Eine indische Firma hat offenbar Pharma-Studien gefälscht. Daraufhin hat das BfArM (Bundesinstitut für Arzneimittel und Medizinprodukte) begonnen, die Zulassungen von mehr als 100 Medikamenten zu suspendieren. Weitere EU-Staaten schließen sich an.

Dieser Verkaufsstopp droht etlichen Arzneimitteln. Monatelang sind die zuständigen Behörden für Medikamentensicherheit in Europa einem schwerwiegenden Verdacht nachgegangen. Ein indisches Unternehmen, welches im Auftrag vieler großer Pharmakonzerne arbeitet, hat vermutlich Studien gefälscht.
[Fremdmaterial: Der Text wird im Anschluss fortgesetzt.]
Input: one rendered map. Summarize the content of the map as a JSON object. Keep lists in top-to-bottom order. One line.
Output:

Die ersten Konsequenzen sind auf den Weg gebracht: Das BfArM ordnete an, dass betroffene pharmazeutische Unternehmen die Zulassung einiger Arzneimittel ruhen lassen sollen. Die betroffenen Medikamente dürfen erst dann wieder auf den Markt kommen, wenn neue Studien vom Zulassungsinhaber vorgelegt worden sind.
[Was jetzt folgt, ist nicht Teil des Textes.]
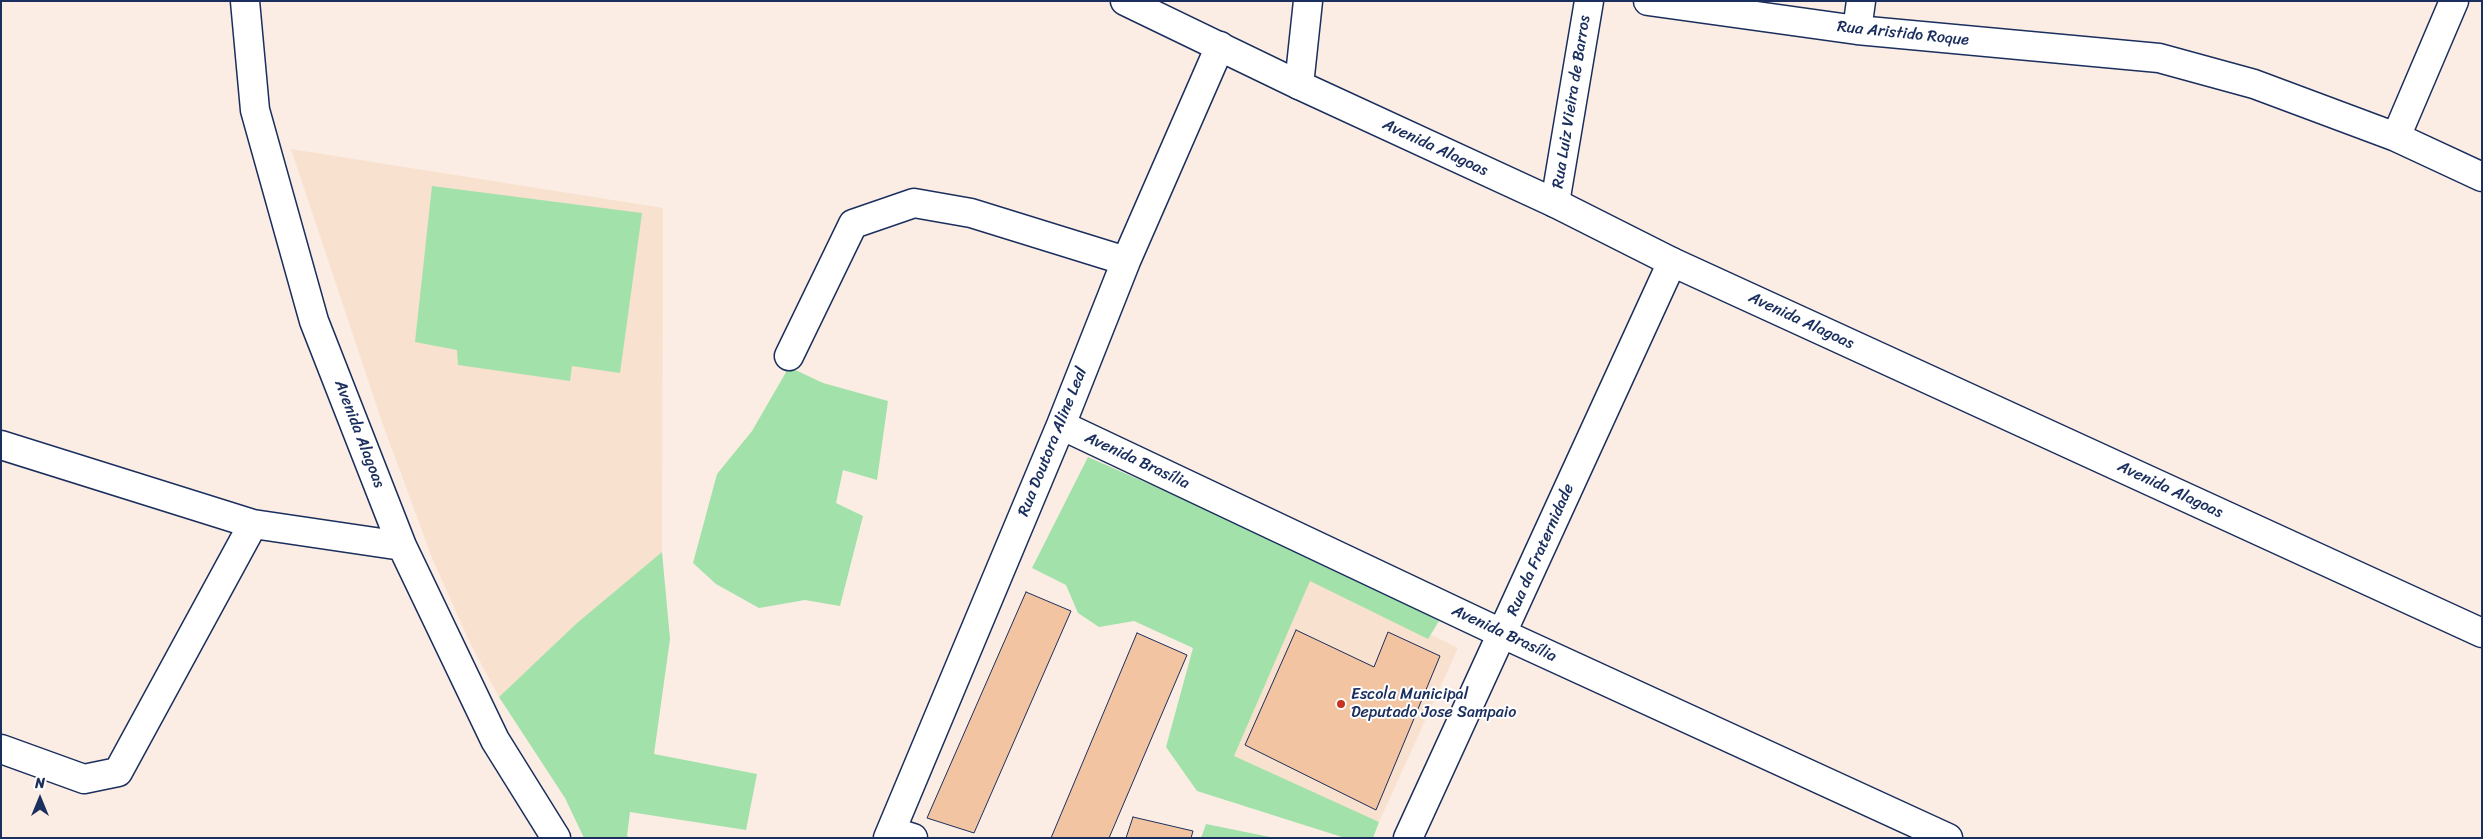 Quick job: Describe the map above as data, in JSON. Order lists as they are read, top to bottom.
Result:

Wie viele Zulassungen von Arzneimitteln betroffen sind, ist noch nicht absehbar. Europaweit könnten es möglicherweise Hunderte sein. Die Behörde prüft aktuell in Deutschland 176 Zulassungen von 28 Pharmaunternehmen. Außerdem laufen Untersuchungen bei der EMA (Europäische Zulassungsbehörde) und in allen anderen EU-Ländern auf nationaler Ebene. In einer Pressemitteilung der EMA heißt es, dass mehrere EU-Staaten beschlossen haben, die Zulassungen für Arzneien zurückzuziehen. Noch nicht abgeschlossen sei das Prüfverfahren auf deutscher Seite, so das BfArM. Erst wenn das Verfahren abgeschlossen sei, könne man die betroffenen Pharmaunternehmen sowie die Gesamtzahl der Suspendierungen benennen.
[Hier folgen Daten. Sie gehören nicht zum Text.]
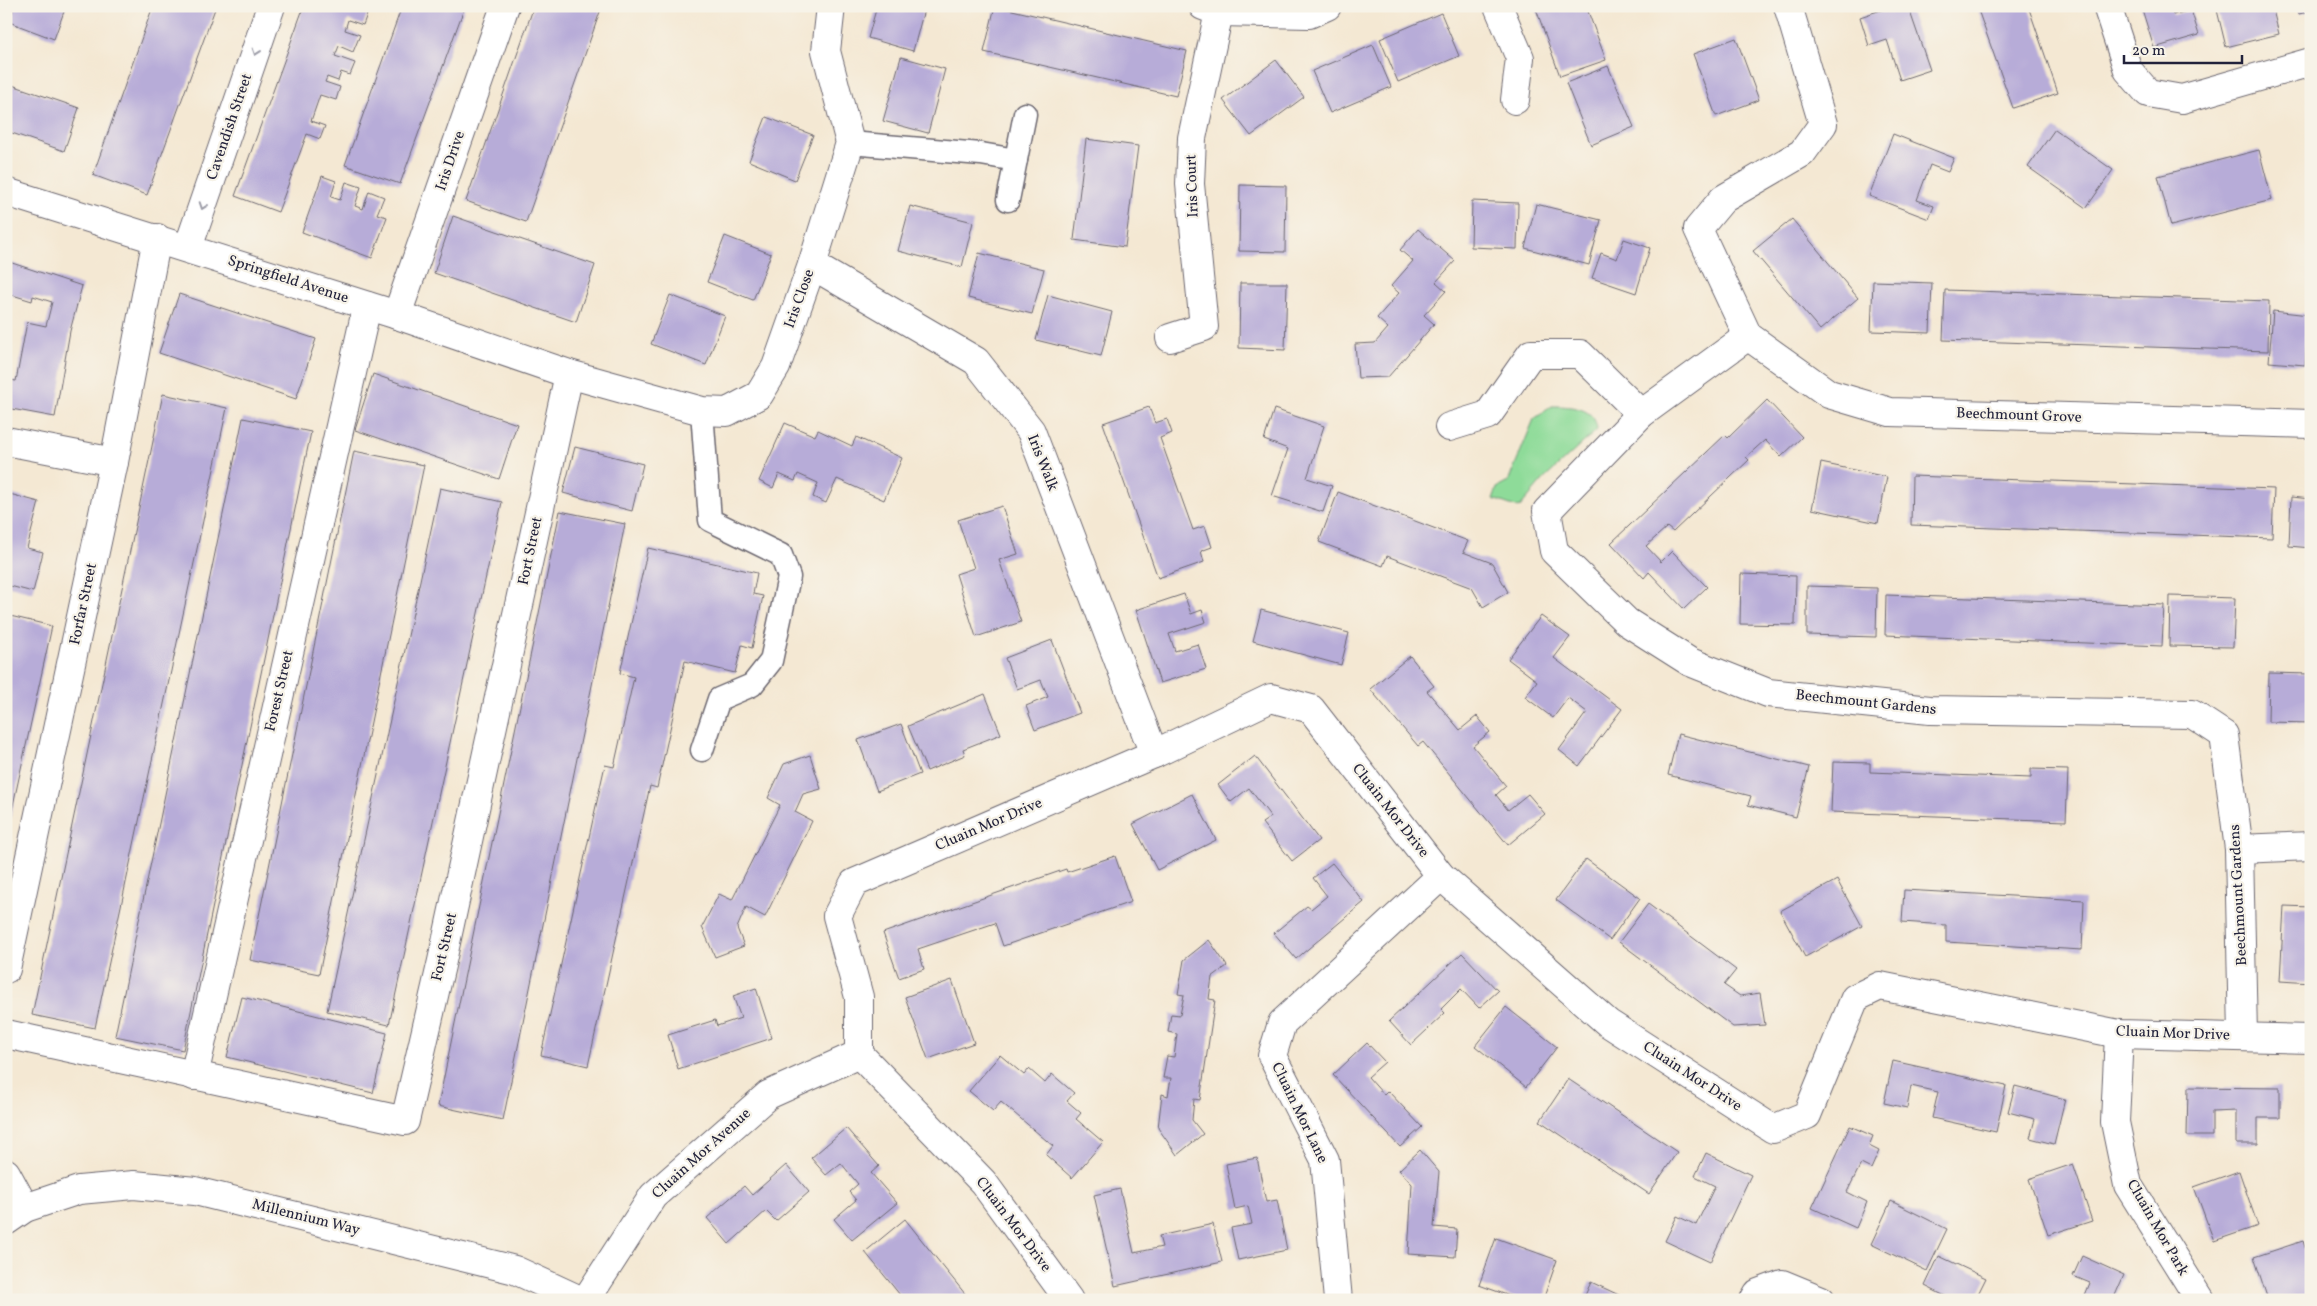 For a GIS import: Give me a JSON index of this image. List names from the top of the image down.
{
  "streets": {
    "street": [
      "Cavendish Street",
      "Iris Drive",
      "Iris Court",
      "Springfield Avenue",
      "Iris Close",
      "Beechmount Grove",
      "Iris Walk",
      "Fort Street",
      "Forfar Street",
      "Forest Street",
      "Beechmount Gardens",
      "Cluain Mor Drive",
      "Cluain Mor Lane",
      "Cluain Mor Avenue",
      "Millennium Way",
      "Cluain Mor Park"
    ]
  },
  "crossings": [
    ["Cavendish Street", "Springfield Avenue"],
    ["Iris Drive", "Springfield Avenue"],
    ["Springfield Avenue", "Iris Close"],
    ["Springfield Avenue", "Fort Street"],
    ["Springfield Avenue", "Forfar Street"],
    ["Springfield Avenue", "Forest Street"],
    ["Iris Close", "Iris Walk"],
    ["Iris Close", "Fort Street"],
    ["Beechmount Grove", "Beechmount Gardens"],
    ["Iris Walk", "Cluain Mor Drive"],
    ["Fort Street", "Forest Street"],
    ["Beechmount Gardens", "Cluain Mor Drive"],
    ["Cluain Mor Drive", "Cluain Mor Lane"],
    ["Cluain Mor Drive", "Cluain Mor Avenue"],
    ["Cluain Mor Drive", "Cluain Mor Park"]
  ],
  "one_way": ["Cavendish Street"],
  "scale_bar": "20 m"
}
Den Untersuchungsgrund hat die indische Firma GVK Bio geliefert. Es handelt sich dabei um eine der größten asiatischen Unternehmen für Auftragsforschungen. Bei ihr werden Fälschungen vermutet. Unter anderem unternimmt die Firma auch klinische Tests am Menschen. Die französische Behörde für Arzneimittelsicherheit (ANSM) hat im Mai 2014 einige Untersuchungen des indischen Pharmaunternehmens überprüft und festgestellt, dass die Resultate von Herzuntersuchungen bei sämtlichen neun geprüften Studien manipuliert worden seien. Diese Vorwürfe wurden von der Firma GVK Bio jedoch zurückgewiesen. Eine Sprecherin in Hyderabad sagte, dass bei der französischen Arzneimittelbehörde entlastende Dokumente vorlägen.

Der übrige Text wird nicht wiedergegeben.